Looking at the state machines of these processors, such as the PicoRV32 processors, I've been trying to wrapping my head behind how a more realistic processor would work.
My current understanding is assuming that all memory returns in one cycle, the absolute fastest a RISC CPU with a Von Neumann style memory (shared data and memory) would two cycles.
- Cycle 1: Fetch the current instruction from memory. Since it takes one cycle to get the instruction from memory, we can only wait during this cycle.
- Cycle 2: Decode, execute, and writeback.
Some instruction, such as loads would require three cycles.
- Cycle 1: Fetch the current instruction from memory.
- Cycle 2: Decode, and request data from memory
- Cycle 3: Execute/writeback to register file
Stores would also have to be three cycles.
Some instructions, such as loads would require three cycles.
- Cycle 1: Fetch the current instruction from memory.

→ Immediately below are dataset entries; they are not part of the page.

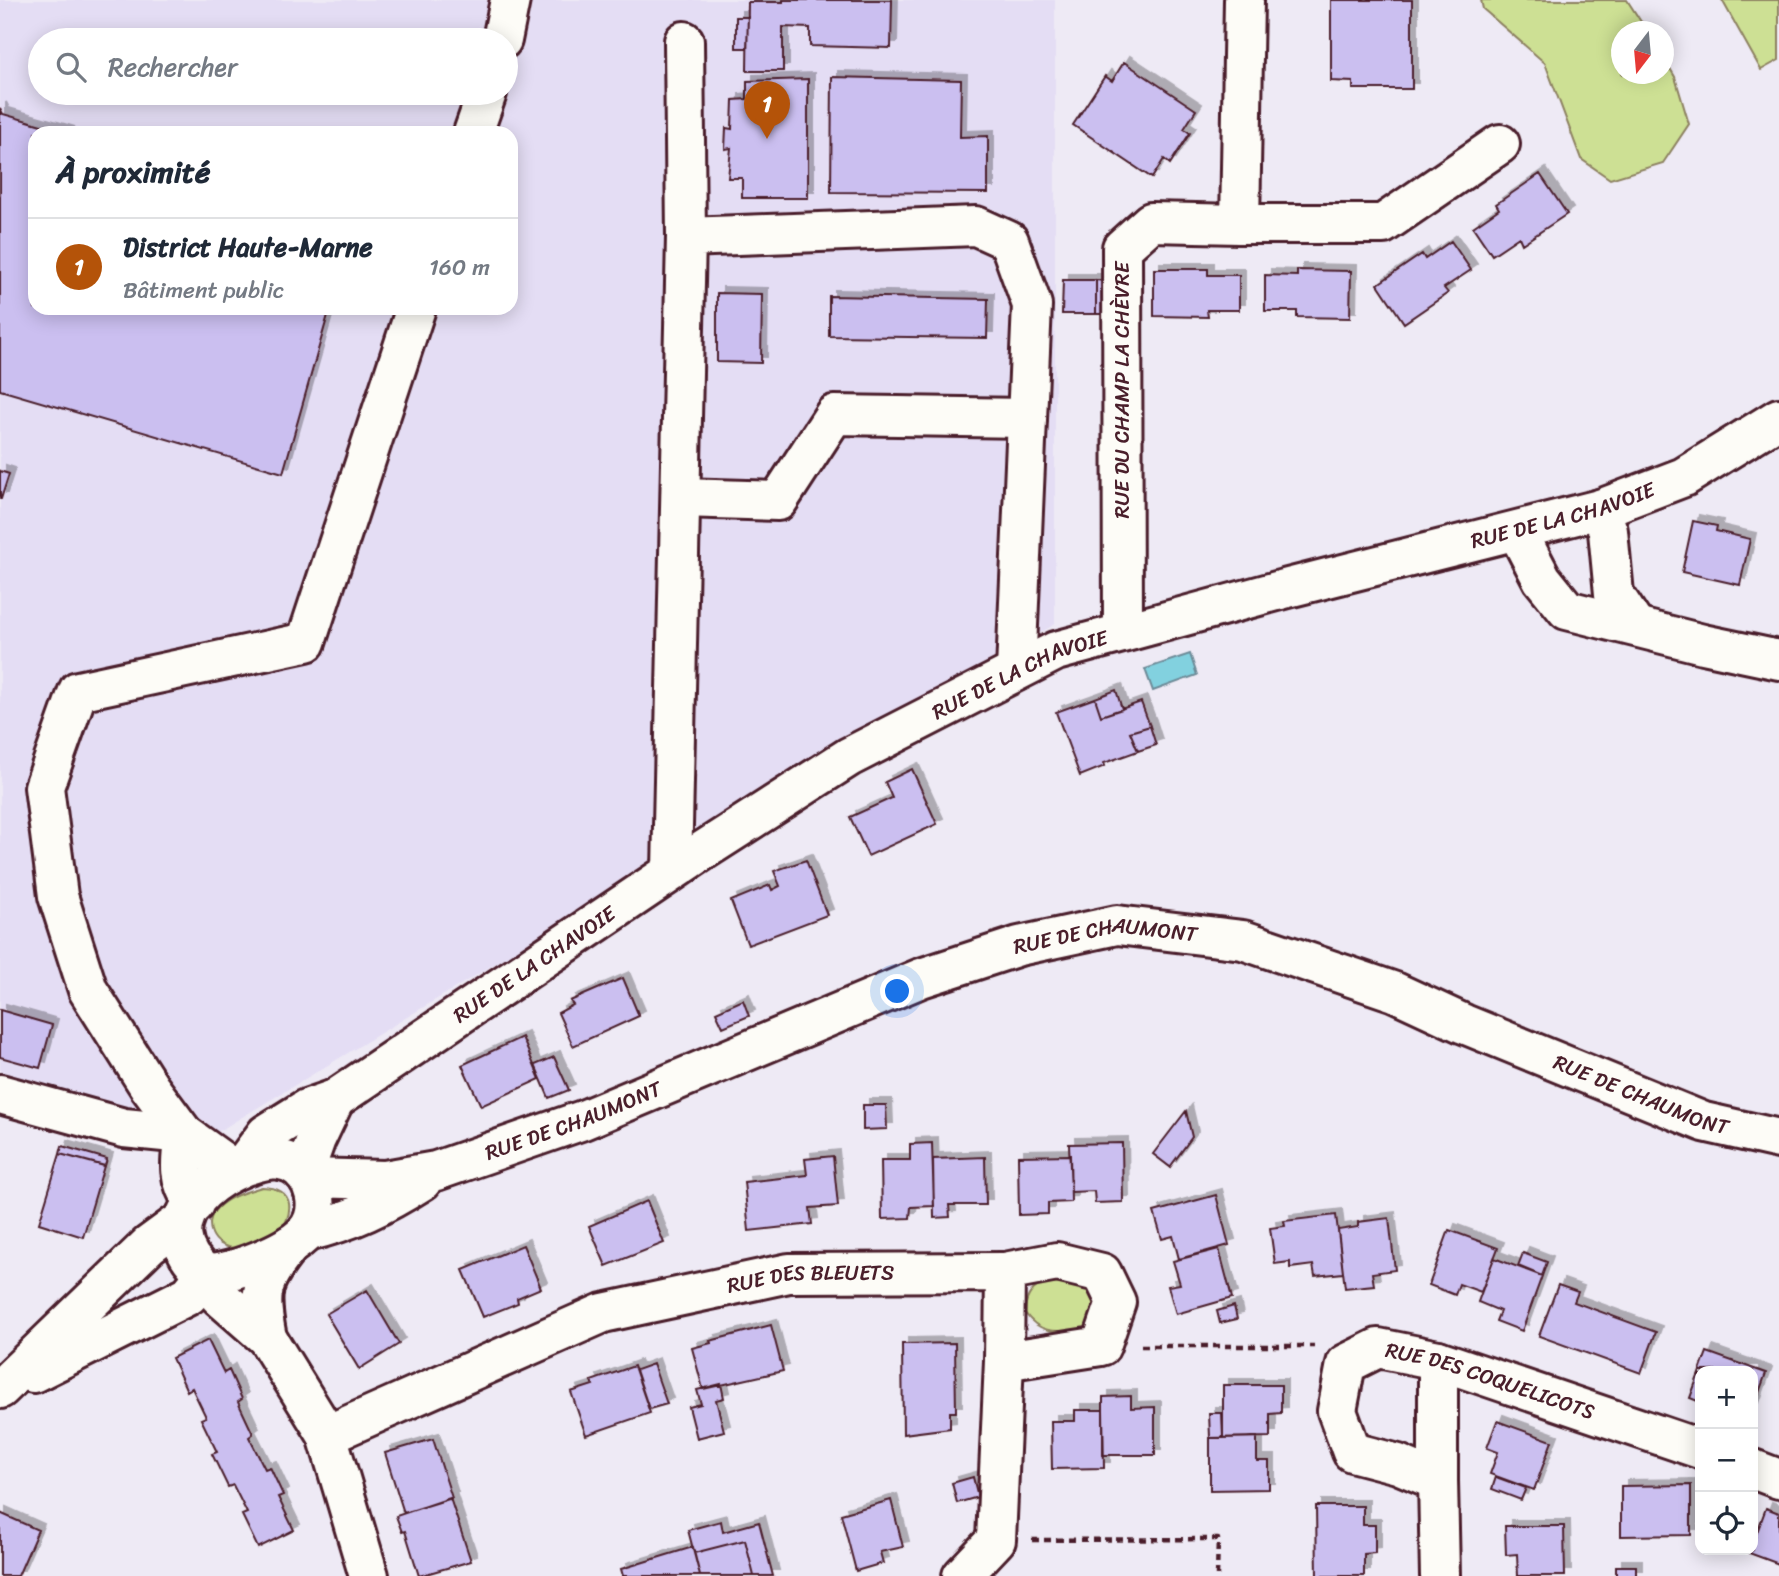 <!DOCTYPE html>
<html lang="fr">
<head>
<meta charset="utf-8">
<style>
	:root { --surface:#fff; --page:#f2f2f3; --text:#1f2937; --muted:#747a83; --line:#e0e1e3; --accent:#b45309 }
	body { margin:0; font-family:Sriracha,sans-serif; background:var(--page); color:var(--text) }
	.controls { position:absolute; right:21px; bottom:21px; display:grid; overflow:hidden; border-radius:14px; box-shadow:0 4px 18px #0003 }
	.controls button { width:63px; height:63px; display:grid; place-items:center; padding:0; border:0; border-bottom:2px solid var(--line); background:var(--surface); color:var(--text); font:35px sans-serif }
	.compass { position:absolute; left:1611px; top:21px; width:63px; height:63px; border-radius:50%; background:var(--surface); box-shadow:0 4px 18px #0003; rotate:196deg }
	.you { position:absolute; left:898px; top:992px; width:24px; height:24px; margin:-18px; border:5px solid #fff; border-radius:50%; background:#1a73e8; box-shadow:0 0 0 10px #1a73e833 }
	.badge { display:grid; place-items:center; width:46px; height:46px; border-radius:50%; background:var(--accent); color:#fff; font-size:23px; font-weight:700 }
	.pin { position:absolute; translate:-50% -58px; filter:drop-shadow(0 2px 4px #0008) }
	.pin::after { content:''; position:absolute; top:37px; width:24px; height:21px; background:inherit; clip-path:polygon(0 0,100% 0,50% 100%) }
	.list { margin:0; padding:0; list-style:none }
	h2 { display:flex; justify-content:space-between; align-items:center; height:91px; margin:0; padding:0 28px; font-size:30px }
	h2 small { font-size:23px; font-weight:400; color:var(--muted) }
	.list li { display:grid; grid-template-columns:46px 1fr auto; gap:21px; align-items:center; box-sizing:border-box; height:98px; padding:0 28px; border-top:2px solid var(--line) }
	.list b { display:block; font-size:26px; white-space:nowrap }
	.list p { margin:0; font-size:23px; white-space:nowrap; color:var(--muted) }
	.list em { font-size:23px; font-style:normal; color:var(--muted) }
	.icon { flex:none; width:38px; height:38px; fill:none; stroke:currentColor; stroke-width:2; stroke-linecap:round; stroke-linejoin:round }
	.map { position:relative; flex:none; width:1779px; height:1576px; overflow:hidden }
	.search { position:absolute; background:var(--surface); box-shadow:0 4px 18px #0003; left:28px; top:28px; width:490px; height:77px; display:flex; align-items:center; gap:18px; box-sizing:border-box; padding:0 24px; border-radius:38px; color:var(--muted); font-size:26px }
	.panel { position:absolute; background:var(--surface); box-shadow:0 4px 18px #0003; left:28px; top:126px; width:490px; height:189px; border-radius:21px }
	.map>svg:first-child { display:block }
	.built { fill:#e4ddf4; fill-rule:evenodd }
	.green { fill:#cde094; stroke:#8c8060; stroke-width:2 }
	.water { fill:#82d1df; stroke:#6c8a97; stroke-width:2 }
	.building { fill:#cbbff0; stroke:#4a1f2b; stroke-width:2; filter:url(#shadow) }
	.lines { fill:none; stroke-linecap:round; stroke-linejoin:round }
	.minor-casing { stroke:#4a1f2b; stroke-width:44 }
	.path { stroke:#4a1f2b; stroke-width:4.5; stroke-dasharray:7 5; stroke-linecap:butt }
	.minor { stroke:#fdfcf7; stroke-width:38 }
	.labels { text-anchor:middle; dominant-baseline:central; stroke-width:7; stroke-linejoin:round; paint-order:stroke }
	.street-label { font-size:21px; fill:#4a1f2b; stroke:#fdfcf7 }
</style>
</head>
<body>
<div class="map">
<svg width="1779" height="1576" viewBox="0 0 1779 1576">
	<defs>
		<filter id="shadow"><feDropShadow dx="6" dy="-6" stdDeviation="0" flood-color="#0004"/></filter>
	</defs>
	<rect width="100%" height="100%" fill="#eeeaf5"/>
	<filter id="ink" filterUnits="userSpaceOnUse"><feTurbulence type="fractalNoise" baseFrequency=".0143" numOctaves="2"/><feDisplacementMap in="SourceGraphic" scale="14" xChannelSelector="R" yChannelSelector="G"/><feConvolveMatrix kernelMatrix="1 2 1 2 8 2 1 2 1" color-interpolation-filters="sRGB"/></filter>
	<g filter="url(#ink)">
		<!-- built -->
		<path class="built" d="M0 0H1055V624L211 1136 0 1077ZM40 40H506V93H40ZM35 133H511V308H35Z"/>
		<!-- green -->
		<path class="green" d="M1481 0H1627L1647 31 1622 32V74H1664V58L1675 77 1689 124 1663 163 1610 179 1581 159 1545 63 1483 9Z
			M1722 0H1779V60L1761 70Z
			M262 1187C297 1188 294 1214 277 1236 264 1240 247 1249 234 1248 213 1247 202 1224 217 1208 229 1196 246 1192 262 1187Z
			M1042 1284C1055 1284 1092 1280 1097 1296 1098 1302 1096 1313 1095 1320L1084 1330C1059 1331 1041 1336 1025 1313 1025 1300 1029 1290 1042 1284Z"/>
		<!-- water -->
		<path class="water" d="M1190 654 1197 675 1153 691 1145 669Z"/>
		<!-- building -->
		<path class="building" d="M783 0H892L891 48 810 46V28L783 27V71H747L748 2H783Z
			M1331 0H1412V89H1353V82L1331 81Z
			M736 17H748L747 48H736Z
			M1124 62 1196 110 1184 129 1190 133 1170 164 1164 159 1152 178 1073 125 1105 76 1112 81Z
			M832 77 961 80 960 137 988 136V193L831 192Z
			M808 79V198H742V178H728L731 148 725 149 726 128 732 129 733 100 747 99V81Z
			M0 108 3 114 69 133H35V308H330L283 473 0 390Z
			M1540 174 1567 214 1522 244 1519 237 1492 255 1473 227 1499 209 1496 204Z
			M1451 241 1471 270 1444 288 1448 293 1404 323 1378 284 1422 254 1425 259Z
			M1154 269H1208V275H1239V310H1207L1208 317 1154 316Z
			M1297 270 1351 271 1350 318 1297 317V311H1265V275L1297 276Z
			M1063 280H1096V314H1062Z
			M1096 280 1104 281V314H1096Z
			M717 293 762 294 761 363 717 362Z
			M829 296 988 299 987 338 829 336Z
			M0 471 9 474 1 499H0Z
			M1693 521 1717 526 1716 531 1750 539 1740 585 1682 572Z
			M1116 690 1122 709 1101 716 1095 698Z
			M1095 698 1101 716 1141 702 1150 726 1130 732 1138 751 1104 763 1105 766 1080 776 1056 712Z
			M1150 726 1156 745 1138 751 1130 732Z
			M912 769 937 824 868 856 850 817 892 798 885 782Z
			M806 860 827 915 748 945 731 901 770 885 772 890 780 886 774 871Z
			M623 978 639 1016 573 1046 558 1013 573 1005 570 1001Z
			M743 1000 749 1016 723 1027 716 1012Z
			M0 1010 52 1025 40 1068 0 1057Z
			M522 1037 540 1079 481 1106 462 1065Z
			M554 1057 569 1090 549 1098 535 1065Z
			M863 1105H886L887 1129 863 1130Z
			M1186 1111 1192 1137 1170 1167 1153 1154Z
			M932 1143 934 1206 911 1207 910 1218 882 1219 881 1160H910V1144Z
			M1122 1143 1123 1202 1095 1203 1094 1191 1071 1192 1069 1144Z
			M62 1146 107 1159 105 1166 60 1154Z
			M60 1154 104 1166 83 1237 39 1223Z
			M1070 1155 1071 1202 1048 1203V1214L1019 1215 1018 1156Z
			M833 1156 838 1206 810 1208 812 1224 749 1231 744 1182 807 1175 805 1159Z
			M985 1157 986 1205H949L950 1217 934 1218 933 1159Z
			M1216 1195 1229 1245 1179 1259 1173 1236 1162 1239 1154 1212Z
			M647 1201 664 1243 606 1266 589 1226Z
			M1336 1215 1343 1273 1315 1276 1313 1265 1290 1268V1262L1275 1264 1270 1228 1285 1226 1284 1221Z
			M1389 1218 1395 1270 1372 1273 1374 1285 1345 1288 1338 1230 1358 1227V1222Z
			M1449 1230 1498 1248 1481 1292 1459 1284 1455 1295 1429 1285Z
			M523 1245 541 1288 517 1298 518 1303 483 1317 463 1270Z
			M1219 1249 1232 1298 1176 1314 1168 1286 1180 1284 1173 1261Z
			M1523 1253 1547 1262 1542 1276 1518 1266Z
			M1494 1258 1542 1276 1522 1331 1496 1321 1500 1311 1478 1302Z
			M1558 1285 1578 1292 1574 1302 1656 1332 1641 1373 1539 1336Z
			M367 1290 399 1344 359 1369 326 1314Z
			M1234 1306 1237 1319 1220 1323 1217 1311Z
			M771 1325 783 1371 703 1389 692 1348 711 1343 710 1341Z
			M208 1340 224 1373 229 1370 242 1399 238 1402 253 1434 249 1437 265 1469 270 1467 283 1495 278 1497 294 1530 258 1548 242 1515 247 1513 233 1485 228 1487 212 1454 217 1452 201 1419 206 1417 192 1388 187 1391 172 1358Z
			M955 1343 956 1412H950V1428L903 1434 902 1344Z
			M1707 1352 1766 1373 1753 1409V1371H1700V1402L1690 1398Z
			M653 1364 667 1404 649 1409 636 1370Z
			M634 1366 650 1413 586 1435 571 1392 593 1385 591 1381Z
			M721 1384 724 1398 716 1400 724 1431 697 1438 689 1407 701 1404 697 1390Z
			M1223 1385H1281V1413L1270 1414V1437L1223 1438Z
			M1131 1396V1408L1155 1407V1455H1103V1397Z
			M1075 1410H1103L1104 1468 1052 1469 1051 1421H1075Z
			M1209 1413H1222L1223 1438H1210Z
			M1497 1421 1552 1441 1534 1490 1490 1474 1498 1452 1487 1448Z
			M1257 1437V1461H1269V1489L1210 1490V1438Z
			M433 1439 452 1498 404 1513 385 1453Z
			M973 1477 978 1497 957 1503 952 1483Z
			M1496 1477 1526 1488 1521 1500 1492 1489Z
			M1691 1485V1535L1621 1536V1486Z
			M450 1498 471 1561 419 1576 405 1531 402 1532 396 1516Z
			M891 1500 903 1547 880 1552 883 1563 856 1571 841 1514Z
			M1316 1506H1363V1525H1375V1553L1364 1554V1576H1317Z
			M1766 1508 1779 1513V1564L1749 1553 1753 1550V1543Z
			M0 1513 38 1530 18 1576H0Z
			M721 1521 723 1532 759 1522 773 1576H754L745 1540 694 1553 688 1530Z
			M1505 1526H1564L1565 1576H1518L1517 1554 1506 1555Z
			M745 1540 754 1576H700L694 1553Z
			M693 1547 700 1576H623L621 1569Z
			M1616 1566H1636V1576H1616Z"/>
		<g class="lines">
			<defs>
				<g id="minor">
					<path d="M502 40 510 0"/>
					<path d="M684 41 686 237"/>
					<path d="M473 133 487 93"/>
					<path d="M1240 224H1383L1500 144"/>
					<path d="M681 498 778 501 834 415 1027 418"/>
					<path d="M1600 509 1608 531 1614 594 1635 626"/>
					<path d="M1517 531 1542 579 1567 610 1703 644 1779 660"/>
					<path d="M1123 632 1122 248 1151 222 1240 224 1244 0"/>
					<path d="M672 871 686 237 976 226 1009 241 1032 305 1016 671"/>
					<path d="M0 1094 124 1128 184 1134"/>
					<path d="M184 1134C180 1163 177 1178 194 1204"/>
					<path d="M275 1159C280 1160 286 1161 291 1163 316 1175 324 1212 305 1233 288 1252 231 1274 206 1274 143 1223 219 1164 275 1159Z"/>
					<path id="s1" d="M243 1165 266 1134 306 1109 335 1099 704 850 849 757 1056 651 1288 588 1600 509 1684 477 1779 418"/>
					<path d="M234 1170 184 1134 150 1088 88 990 58 896 44 787 78 691 306 642 416 308"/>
					<path d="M304 1173 316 1139 335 1099"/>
					<path id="s2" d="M308 1178 385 1180 436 1171 583 1120 921 978 1019 946 1117 925 1243 940 1395 992 1464 1024 1704 1122 1779 1139"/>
					<path d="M306 1232C350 1222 384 1205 422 1181"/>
					<path d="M211 1274 220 1297 267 1338 327 1435 369 1576"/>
					<path d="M267 1338C258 1291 260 1282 290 1245"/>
					<path d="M1004 1361 1101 1346 1116 1302 1102 1273 1057 1262 1005 1272"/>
					<path d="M33 1373 189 1295 206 1274"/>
					<path d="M0 1389 149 1245 183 1220"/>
					<path id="s3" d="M327 1435 603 1313 789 1273 1005 1272 1004 1361 996 1540 962 1576"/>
					<path d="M1753 1469 1779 1479"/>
					<path d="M1438 1481V1360"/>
					<path id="s4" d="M1440 1576 1438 1481 1398 1464 1352 1452 1337 1411 1346 1364 1378 1348 1438 1360 1700 1449"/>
				</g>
			</defs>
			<!-- minor casing -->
			<use href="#minor" class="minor-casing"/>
			<!-- path -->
			<path class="path" d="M1141 1346H1314
				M1032 1540 1218 1539 1217 1576"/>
			<!-- minor -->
			<use href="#minor" class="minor"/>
		</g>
	</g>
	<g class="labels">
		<!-- street labels -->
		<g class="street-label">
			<text transform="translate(1122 390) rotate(-90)">RUE DU CHAMP LA CHÈVRE</text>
			<text stroke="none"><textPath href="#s1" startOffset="1491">RUE DE LA CHAVOIE</textPath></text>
			<text stroke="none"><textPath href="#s1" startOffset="924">RUE DE LA CHAVOIE</textPath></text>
			<text stroke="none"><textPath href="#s2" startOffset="842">RUE DE CHAUMONT</textPath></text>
			<text stroke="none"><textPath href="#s1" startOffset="357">RUE DE LA CHAVOIE</textPath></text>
			<text stroke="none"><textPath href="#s2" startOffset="1409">RUE DE CHAUMONT</textPath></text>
			<text stroke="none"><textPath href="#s2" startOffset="275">RUE DE CHAUMONT</textPath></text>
			<text stroke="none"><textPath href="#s3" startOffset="513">RUE DES BLEUETS</textPath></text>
			<text stroke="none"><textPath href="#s4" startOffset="430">RUE DES COQUELICOTS</textPath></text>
		</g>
	</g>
</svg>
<div class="controls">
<button>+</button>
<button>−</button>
<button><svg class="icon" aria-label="locate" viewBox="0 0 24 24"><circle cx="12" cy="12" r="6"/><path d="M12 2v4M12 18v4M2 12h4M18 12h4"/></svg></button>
</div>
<svg class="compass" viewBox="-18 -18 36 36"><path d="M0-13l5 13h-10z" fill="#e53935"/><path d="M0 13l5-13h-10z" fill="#747a83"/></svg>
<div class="you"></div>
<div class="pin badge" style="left:767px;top:139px">1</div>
<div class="search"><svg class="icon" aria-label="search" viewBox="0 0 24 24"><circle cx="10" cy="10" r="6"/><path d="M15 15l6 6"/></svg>Rechercher</div>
<section class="panel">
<h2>À proximité<small></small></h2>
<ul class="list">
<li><span class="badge">1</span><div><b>District Haute-Marne</b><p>Bâtiment public</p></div><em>160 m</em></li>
</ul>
</section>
</div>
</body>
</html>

- Cycle 2: Decode/execute and pull the data from the register file
- Cycle 3: Write data to the memory
I'm not entirely sure whether my understanding is correct or not. The state machine for the PicoRV32 processor seems to require four cycles minimum (fetch-decode-read from register file-execute/store/load/shift) and probably a more straightforwards state machine but I was wondering if my methodology is possible.